EXERCISE
Provide again, from the entries below, every line from the one containing "Input: one rendered map. Give" through the one containing "Instruction: Transcribe the", exactly as written, and no other line.

DATA PROVIDED
>>>

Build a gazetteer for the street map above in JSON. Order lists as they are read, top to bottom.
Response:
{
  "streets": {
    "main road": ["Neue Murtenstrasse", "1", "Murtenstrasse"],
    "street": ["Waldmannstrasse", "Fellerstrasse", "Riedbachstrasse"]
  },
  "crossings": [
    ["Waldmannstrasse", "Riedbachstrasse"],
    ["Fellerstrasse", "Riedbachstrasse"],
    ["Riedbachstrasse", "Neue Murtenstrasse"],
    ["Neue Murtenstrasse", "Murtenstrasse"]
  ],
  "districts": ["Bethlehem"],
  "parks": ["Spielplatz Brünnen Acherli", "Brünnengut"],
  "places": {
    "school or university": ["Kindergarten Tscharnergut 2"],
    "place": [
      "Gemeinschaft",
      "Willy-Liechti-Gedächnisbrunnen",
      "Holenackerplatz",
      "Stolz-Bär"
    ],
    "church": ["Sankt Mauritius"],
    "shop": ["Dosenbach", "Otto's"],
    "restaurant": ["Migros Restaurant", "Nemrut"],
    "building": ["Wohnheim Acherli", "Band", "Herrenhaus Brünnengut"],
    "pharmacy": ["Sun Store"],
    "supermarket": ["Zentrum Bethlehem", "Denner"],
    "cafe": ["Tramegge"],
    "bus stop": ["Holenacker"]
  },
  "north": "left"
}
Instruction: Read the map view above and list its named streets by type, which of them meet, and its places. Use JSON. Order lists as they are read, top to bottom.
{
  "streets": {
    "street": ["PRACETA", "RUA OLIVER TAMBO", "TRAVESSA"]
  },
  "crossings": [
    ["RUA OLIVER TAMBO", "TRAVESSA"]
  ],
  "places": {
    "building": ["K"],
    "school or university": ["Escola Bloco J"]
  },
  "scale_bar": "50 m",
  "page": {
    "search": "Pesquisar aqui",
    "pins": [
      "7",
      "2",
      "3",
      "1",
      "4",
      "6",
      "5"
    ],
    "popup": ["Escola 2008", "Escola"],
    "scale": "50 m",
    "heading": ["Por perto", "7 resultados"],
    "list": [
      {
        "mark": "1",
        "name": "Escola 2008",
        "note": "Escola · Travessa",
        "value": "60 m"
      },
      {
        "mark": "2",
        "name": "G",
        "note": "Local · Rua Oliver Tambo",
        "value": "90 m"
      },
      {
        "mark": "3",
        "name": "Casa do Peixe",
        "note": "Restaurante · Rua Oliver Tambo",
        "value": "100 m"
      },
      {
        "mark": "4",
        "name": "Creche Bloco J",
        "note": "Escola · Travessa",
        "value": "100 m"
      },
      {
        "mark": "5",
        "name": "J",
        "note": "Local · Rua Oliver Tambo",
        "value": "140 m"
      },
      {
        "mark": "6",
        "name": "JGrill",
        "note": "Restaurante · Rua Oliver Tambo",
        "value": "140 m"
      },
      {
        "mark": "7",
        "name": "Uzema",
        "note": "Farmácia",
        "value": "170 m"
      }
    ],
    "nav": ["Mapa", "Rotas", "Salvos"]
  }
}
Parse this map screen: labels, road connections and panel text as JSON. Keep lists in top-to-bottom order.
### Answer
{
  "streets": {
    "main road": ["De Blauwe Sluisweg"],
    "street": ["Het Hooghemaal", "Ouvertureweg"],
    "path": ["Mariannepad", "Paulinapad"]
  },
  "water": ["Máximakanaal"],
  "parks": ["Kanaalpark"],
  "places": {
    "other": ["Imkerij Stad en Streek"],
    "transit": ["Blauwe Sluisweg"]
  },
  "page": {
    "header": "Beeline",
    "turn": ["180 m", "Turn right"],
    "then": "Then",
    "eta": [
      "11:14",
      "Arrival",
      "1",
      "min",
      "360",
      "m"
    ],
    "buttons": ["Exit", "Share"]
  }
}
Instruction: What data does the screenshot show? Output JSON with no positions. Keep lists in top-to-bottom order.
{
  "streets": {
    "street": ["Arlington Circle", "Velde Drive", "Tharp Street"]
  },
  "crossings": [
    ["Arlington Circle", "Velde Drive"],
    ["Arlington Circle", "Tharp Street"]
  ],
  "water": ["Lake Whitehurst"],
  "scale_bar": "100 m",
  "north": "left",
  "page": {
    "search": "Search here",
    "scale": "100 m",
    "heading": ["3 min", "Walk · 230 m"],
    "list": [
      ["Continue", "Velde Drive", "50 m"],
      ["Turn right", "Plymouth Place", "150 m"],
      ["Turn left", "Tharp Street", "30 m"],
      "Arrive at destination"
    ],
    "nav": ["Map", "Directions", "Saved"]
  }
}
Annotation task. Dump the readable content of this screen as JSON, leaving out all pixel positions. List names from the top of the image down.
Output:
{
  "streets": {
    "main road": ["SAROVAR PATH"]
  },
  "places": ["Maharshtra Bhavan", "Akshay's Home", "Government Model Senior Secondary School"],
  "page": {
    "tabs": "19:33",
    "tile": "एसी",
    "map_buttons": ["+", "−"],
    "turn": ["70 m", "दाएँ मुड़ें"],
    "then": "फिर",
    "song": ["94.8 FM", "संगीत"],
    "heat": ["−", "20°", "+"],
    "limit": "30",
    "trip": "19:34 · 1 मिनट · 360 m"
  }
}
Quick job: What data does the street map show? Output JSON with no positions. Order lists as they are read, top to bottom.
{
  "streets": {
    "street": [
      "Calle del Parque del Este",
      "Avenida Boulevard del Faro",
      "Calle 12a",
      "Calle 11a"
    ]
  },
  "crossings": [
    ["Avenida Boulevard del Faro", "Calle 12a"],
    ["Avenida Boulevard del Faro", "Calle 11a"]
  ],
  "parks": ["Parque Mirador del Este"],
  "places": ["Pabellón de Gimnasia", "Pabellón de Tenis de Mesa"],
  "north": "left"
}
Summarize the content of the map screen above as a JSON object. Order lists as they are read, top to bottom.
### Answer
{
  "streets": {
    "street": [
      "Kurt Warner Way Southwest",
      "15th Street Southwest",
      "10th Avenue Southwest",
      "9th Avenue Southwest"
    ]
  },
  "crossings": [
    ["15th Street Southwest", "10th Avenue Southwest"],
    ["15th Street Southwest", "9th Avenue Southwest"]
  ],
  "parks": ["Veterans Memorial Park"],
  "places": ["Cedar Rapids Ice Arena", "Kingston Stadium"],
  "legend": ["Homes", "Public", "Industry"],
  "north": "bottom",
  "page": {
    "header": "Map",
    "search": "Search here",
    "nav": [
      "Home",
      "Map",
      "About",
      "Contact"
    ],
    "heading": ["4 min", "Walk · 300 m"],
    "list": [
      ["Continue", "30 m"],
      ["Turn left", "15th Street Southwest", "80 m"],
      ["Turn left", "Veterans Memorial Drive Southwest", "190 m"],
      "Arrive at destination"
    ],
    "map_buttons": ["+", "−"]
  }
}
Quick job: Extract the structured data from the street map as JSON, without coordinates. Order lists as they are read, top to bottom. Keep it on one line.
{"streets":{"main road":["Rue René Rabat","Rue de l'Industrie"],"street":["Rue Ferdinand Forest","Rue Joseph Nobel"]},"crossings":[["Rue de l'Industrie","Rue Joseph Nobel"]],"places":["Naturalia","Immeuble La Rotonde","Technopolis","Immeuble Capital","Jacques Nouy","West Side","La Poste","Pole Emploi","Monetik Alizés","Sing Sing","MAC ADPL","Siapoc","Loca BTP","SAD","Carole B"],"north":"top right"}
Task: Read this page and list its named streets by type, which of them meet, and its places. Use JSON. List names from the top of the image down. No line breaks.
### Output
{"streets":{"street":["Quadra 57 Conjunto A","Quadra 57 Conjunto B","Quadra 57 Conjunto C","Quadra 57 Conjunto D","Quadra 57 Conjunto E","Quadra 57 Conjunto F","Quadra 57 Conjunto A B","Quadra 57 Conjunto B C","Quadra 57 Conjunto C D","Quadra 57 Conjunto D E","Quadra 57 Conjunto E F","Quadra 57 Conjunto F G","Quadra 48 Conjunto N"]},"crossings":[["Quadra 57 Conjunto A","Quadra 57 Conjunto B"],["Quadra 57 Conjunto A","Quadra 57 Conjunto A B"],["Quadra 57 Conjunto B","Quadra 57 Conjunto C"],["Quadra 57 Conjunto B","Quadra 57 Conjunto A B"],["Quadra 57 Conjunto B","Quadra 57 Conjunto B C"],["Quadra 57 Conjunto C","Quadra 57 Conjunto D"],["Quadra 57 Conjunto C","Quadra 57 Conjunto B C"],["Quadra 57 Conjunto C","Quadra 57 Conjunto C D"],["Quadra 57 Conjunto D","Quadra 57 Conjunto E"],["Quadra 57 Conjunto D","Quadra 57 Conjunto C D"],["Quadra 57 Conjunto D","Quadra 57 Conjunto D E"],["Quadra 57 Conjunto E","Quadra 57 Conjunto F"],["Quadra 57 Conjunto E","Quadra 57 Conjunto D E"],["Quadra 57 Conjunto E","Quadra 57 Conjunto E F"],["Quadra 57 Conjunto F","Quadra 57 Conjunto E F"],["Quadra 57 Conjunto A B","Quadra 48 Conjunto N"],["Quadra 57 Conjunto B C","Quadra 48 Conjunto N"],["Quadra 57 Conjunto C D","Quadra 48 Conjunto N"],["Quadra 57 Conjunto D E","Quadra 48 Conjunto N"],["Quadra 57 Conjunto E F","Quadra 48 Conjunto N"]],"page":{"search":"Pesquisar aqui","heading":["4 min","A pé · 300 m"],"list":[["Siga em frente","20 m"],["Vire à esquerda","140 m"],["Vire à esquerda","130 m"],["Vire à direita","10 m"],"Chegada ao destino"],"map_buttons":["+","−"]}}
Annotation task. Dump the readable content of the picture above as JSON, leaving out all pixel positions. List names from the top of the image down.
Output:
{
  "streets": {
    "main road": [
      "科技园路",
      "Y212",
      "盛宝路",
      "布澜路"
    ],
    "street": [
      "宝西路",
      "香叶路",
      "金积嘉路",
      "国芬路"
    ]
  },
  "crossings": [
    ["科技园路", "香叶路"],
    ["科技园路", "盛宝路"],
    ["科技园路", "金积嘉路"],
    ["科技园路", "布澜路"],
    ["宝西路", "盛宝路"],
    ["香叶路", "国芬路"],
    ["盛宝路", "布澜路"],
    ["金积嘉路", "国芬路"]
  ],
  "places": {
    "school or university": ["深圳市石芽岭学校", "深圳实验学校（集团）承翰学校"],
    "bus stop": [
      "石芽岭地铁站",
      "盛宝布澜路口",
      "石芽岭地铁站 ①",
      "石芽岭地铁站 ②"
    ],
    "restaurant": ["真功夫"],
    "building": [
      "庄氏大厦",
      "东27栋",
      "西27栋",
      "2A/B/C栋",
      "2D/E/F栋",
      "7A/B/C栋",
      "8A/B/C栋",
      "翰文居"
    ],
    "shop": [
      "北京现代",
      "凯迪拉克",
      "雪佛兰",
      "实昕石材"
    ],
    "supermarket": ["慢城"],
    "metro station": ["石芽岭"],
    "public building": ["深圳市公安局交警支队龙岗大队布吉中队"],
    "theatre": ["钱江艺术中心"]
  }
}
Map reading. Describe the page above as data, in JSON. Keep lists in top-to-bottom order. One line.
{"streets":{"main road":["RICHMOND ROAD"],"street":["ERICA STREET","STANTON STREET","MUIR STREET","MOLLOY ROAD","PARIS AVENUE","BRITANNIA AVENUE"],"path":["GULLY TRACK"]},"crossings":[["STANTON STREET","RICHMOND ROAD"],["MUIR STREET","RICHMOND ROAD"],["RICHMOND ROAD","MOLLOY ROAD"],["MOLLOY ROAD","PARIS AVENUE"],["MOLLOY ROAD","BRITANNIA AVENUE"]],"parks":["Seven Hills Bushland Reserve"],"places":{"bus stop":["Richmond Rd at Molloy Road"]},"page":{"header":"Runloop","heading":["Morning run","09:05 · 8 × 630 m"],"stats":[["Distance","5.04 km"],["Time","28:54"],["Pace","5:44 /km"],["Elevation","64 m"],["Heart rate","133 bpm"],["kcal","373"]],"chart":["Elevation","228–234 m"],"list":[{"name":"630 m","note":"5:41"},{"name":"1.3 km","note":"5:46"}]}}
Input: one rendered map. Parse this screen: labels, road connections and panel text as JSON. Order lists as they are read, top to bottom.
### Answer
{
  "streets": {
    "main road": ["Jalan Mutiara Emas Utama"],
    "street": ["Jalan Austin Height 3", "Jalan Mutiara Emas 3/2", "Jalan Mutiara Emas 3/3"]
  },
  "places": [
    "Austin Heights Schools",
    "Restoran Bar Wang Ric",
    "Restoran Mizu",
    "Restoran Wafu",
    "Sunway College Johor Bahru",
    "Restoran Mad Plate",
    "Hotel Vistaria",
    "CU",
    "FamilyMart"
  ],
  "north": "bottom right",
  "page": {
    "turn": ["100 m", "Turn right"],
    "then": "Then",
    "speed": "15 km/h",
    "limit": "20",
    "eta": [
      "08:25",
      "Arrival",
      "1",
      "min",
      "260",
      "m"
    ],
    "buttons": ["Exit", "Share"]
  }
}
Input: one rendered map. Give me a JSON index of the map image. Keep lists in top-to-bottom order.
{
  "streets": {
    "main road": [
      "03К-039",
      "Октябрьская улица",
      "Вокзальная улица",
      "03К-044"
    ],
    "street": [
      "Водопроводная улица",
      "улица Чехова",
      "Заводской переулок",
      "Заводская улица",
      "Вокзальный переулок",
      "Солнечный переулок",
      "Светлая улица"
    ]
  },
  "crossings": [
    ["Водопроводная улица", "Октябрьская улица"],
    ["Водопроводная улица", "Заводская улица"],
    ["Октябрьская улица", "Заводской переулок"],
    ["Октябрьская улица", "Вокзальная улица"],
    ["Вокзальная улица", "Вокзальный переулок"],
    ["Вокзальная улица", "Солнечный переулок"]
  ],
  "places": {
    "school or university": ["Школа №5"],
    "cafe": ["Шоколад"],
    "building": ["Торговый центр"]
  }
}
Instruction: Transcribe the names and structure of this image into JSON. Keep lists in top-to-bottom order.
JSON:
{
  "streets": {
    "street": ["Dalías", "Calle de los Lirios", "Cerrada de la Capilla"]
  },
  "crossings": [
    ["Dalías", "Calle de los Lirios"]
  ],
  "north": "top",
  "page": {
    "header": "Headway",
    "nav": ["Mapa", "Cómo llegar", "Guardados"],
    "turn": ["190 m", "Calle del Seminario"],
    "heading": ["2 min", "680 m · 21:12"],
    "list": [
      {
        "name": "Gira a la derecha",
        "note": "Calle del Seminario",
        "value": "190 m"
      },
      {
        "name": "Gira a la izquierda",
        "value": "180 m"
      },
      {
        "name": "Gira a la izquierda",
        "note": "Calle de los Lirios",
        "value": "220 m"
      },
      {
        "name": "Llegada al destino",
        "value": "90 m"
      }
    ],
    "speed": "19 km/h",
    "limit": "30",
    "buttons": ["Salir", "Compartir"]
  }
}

<<<

TASK OUTPUT
Input: one rendered map. Give me a JSON index of the map image. Keep lists in top-to-bottom order.
{
  "streets": {
    "main road": [
      "03К-039",
      "Октябрьская улица",
      "Вокзальная улица",
      "03К-044"
    ],
    "street": [
      "Водопроводная улица",
      "улица Чехова",
      "Заводской переулок",
      "Заводская улица",
      "Вокзальный переулок",
      "Солнечный переулок",
      "Светлая улица"
    ]
  },
  "crossings": [
    ["Водопроводная улица", "Октябрьская улица"],
    ["Водопроводная улица", "Заводская улица"],
    ["Октябрьская улица", "Заводской переулок"],
    ["Октябрьская улица", "Вокзальная улица"],
    ["Вокзальная улица", "Вокзальный переулок"],
    ["Вокзальная улица", "Солнечный переулок"]
  ],
  "places": {
    "school or university": ["Школа №5"],
    "cafe": ["Шоколад"],
    "building": ["Торговый центр"]
  }
}
Instruction: Transcribe the names and structure of this image into JSON. Keep lists in top-to-bottom order.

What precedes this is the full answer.